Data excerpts

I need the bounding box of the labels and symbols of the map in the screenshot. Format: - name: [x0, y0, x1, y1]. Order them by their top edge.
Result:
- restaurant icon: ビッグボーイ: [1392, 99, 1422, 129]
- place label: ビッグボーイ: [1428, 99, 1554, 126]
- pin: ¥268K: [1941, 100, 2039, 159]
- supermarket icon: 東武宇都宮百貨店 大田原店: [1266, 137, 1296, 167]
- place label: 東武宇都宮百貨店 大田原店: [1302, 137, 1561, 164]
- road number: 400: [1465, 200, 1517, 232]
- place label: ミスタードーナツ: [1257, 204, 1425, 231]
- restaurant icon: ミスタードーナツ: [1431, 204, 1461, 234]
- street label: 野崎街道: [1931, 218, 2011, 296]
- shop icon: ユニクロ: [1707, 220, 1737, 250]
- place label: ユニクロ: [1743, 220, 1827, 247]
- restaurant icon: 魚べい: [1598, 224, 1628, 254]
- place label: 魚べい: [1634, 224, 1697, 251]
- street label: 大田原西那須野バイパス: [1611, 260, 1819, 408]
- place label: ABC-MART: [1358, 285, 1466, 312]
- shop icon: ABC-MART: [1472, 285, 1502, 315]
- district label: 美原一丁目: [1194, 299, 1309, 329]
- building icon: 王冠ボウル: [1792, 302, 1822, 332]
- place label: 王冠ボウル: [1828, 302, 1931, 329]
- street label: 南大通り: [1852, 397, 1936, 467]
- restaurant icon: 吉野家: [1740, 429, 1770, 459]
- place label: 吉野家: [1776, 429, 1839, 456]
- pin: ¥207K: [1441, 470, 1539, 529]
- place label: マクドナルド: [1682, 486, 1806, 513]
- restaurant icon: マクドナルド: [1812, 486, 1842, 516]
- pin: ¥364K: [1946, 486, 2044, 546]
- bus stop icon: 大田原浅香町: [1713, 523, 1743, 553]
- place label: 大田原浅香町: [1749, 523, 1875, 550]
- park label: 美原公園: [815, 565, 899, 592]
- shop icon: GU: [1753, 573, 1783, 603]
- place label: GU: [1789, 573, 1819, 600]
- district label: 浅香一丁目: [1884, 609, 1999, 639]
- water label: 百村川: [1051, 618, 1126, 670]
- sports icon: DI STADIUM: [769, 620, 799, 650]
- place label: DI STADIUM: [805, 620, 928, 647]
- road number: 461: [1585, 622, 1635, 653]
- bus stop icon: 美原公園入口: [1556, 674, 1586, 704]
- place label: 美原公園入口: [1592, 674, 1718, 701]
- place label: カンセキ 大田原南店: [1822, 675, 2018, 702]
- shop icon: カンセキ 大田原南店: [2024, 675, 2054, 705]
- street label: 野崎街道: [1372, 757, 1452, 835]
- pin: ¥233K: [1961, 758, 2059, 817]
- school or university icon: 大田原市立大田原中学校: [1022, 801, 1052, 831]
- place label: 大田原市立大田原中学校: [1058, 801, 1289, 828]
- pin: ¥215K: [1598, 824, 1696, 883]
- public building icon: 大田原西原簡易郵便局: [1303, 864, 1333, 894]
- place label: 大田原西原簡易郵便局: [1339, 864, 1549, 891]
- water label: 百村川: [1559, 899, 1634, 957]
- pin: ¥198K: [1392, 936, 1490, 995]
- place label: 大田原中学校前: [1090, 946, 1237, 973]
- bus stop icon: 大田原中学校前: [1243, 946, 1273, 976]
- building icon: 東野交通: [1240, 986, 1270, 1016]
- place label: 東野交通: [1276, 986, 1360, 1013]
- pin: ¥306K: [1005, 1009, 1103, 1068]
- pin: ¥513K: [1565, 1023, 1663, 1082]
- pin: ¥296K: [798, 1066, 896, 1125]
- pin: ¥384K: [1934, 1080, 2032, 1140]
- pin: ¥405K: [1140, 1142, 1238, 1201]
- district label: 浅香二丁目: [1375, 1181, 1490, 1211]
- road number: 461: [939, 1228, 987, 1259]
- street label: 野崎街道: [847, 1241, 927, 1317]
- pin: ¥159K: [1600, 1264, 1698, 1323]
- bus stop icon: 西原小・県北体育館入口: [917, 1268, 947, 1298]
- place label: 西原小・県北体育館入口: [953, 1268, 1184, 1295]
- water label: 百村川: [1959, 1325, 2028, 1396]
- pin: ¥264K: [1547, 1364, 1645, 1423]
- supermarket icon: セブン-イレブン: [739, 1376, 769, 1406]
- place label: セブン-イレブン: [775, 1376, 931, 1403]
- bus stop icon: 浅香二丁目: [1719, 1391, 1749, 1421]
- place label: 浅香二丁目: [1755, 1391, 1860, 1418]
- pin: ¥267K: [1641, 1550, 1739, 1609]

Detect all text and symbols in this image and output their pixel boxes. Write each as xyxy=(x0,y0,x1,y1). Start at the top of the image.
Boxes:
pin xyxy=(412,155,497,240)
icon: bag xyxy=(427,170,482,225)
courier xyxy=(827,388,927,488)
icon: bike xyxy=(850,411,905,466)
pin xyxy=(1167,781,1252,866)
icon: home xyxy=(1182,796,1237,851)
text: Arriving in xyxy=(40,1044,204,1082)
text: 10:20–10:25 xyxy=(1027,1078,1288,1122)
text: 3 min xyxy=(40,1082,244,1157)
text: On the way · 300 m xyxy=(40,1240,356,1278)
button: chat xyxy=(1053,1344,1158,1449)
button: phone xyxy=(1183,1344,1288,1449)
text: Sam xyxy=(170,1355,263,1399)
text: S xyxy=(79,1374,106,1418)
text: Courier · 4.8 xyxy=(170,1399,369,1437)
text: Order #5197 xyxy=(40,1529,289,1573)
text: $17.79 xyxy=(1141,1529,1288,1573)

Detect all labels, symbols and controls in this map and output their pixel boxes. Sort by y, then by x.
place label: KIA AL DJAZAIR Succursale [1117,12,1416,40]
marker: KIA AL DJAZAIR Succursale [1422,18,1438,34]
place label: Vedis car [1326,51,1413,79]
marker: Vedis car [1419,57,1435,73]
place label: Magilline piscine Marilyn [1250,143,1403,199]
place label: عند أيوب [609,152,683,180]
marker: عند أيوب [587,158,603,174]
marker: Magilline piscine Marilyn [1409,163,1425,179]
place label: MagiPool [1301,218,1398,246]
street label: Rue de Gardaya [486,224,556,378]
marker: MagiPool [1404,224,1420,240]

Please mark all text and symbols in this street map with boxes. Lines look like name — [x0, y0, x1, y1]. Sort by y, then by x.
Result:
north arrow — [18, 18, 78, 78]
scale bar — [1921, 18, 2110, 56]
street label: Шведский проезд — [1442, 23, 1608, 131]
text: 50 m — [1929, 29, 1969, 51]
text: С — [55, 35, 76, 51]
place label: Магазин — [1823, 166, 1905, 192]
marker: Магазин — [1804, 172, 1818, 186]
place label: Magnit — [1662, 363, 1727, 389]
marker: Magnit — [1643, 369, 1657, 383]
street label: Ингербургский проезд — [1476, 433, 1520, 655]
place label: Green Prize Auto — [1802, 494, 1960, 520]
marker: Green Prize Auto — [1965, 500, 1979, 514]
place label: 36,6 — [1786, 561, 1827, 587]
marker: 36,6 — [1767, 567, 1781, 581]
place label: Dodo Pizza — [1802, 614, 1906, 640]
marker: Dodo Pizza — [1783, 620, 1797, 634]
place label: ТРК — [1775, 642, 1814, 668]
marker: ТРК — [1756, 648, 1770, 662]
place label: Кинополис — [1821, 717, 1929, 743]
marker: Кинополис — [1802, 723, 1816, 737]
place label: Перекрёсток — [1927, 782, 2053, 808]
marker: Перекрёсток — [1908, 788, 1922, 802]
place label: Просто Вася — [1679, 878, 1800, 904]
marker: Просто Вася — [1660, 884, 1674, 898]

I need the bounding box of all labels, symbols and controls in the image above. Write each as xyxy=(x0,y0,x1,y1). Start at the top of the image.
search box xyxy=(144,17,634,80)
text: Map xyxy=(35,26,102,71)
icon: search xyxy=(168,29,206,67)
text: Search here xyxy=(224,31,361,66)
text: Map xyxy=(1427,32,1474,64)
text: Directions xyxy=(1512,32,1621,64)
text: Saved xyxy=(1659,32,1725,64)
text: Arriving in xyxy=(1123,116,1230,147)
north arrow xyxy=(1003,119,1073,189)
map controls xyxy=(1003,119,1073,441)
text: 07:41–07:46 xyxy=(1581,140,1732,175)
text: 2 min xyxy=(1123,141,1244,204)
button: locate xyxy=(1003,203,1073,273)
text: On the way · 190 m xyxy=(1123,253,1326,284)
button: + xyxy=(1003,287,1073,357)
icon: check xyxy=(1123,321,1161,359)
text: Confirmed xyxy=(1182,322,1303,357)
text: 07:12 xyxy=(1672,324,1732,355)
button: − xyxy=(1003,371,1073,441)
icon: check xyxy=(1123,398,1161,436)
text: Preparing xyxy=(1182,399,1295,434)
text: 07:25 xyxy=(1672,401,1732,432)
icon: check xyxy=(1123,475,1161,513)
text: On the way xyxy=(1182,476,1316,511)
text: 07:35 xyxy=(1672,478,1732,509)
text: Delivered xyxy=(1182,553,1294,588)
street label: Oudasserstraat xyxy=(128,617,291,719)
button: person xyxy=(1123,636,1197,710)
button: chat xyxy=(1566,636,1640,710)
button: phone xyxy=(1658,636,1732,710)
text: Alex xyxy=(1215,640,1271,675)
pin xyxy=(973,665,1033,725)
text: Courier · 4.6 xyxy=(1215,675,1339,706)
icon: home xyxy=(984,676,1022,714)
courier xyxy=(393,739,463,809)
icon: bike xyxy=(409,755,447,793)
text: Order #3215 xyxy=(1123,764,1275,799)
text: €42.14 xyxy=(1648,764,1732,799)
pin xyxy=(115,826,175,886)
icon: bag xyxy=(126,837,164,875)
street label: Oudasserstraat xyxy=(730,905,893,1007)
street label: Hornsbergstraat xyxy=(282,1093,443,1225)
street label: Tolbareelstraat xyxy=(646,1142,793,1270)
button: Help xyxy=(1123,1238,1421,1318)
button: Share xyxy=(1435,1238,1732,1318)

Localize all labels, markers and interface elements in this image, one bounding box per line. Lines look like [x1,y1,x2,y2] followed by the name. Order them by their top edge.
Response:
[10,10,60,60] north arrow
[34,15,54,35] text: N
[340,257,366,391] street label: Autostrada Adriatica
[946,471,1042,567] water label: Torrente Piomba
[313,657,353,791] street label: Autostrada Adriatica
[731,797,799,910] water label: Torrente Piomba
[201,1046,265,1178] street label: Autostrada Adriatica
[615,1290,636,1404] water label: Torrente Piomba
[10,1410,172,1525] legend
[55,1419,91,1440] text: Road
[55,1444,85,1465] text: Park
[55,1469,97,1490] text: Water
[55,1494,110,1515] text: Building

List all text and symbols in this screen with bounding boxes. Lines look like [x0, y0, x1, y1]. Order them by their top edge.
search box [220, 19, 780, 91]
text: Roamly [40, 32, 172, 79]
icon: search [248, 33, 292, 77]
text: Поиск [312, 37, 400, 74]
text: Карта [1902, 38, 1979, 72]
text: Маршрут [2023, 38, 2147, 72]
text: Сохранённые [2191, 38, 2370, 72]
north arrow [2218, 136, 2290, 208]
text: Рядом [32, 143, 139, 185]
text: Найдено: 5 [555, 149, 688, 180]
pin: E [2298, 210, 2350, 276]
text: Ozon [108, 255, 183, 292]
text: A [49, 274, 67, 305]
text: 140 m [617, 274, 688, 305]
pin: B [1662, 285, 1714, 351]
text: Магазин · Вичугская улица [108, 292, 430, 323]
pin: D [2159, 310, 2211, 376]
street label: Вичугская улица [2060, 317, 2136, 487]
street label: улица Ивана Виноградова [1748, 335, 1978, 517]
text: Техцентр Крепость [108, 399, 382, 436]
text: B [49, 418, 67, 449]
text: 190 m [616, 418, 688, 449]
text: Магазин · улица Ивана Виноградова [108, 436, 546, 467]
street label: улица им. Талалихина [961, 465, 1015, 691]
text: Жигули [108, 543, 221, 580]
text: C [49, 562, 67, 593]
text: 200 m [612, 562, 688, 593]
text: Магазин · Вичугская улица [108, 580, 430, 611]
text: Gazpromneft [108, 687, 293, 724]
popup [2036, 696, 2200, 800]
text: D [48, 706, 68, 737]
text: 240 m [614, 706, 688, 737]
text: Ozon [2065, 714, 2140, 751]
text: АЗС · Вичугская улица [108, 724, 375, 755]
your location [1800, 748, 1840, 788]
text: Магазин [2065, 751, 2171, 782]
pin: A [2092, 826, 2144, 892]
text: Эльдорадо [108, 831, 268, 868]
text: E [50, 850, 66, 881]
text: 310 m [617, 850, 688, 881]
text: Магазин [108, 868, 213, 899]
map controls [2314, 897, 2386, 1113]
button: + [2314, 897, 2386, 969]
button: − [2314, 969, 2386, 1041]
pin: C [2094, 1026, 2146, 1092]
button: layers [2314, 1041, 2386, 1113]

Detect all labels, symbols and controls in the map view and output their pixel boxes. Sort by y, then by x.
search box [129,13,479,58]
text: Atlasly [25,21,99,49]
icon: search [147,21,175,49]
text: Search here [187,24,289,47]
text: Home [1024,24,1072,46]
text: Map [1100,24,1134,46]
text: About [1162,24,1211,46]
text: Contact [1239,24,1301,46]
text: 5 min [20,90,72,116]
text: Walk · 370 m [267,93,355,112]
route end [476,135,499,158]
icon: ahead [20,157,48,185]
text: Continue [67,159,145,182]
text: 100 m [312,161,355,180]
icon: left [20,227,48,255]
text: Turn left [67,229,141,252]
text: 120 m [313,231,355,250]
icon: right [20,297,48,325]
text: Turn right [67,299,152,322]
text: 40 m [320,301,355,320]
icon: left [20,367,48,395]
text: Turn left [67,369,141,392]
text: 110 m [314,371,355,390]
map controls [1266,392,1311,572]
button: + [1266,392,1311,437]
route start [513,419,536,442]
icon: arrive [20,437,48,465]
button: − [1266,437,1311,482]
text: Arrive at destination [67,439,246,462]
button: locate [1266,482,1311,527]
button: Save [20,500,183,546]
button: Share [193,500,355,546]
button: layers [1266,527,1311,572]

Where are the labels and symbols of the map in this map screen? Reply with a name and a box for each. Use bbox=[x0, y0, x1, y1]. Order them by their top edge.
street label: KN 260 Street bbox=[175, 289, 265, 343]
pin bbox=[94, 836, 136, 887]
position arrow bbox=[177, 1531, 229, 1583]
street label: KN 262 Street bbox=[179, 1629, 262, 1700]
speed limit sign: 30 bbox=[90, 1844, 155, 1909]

• Task instructions
From the records above, return each line that has the string "district".

• Output for this exercise
- district label: 美原一丁目: [1194, 299, 1309, 329]
- district label: 浅香一丁目: [1884, 609, 1999, 639]
- district label: 浅香二丁目: [1375, 1181, 1490, 1211]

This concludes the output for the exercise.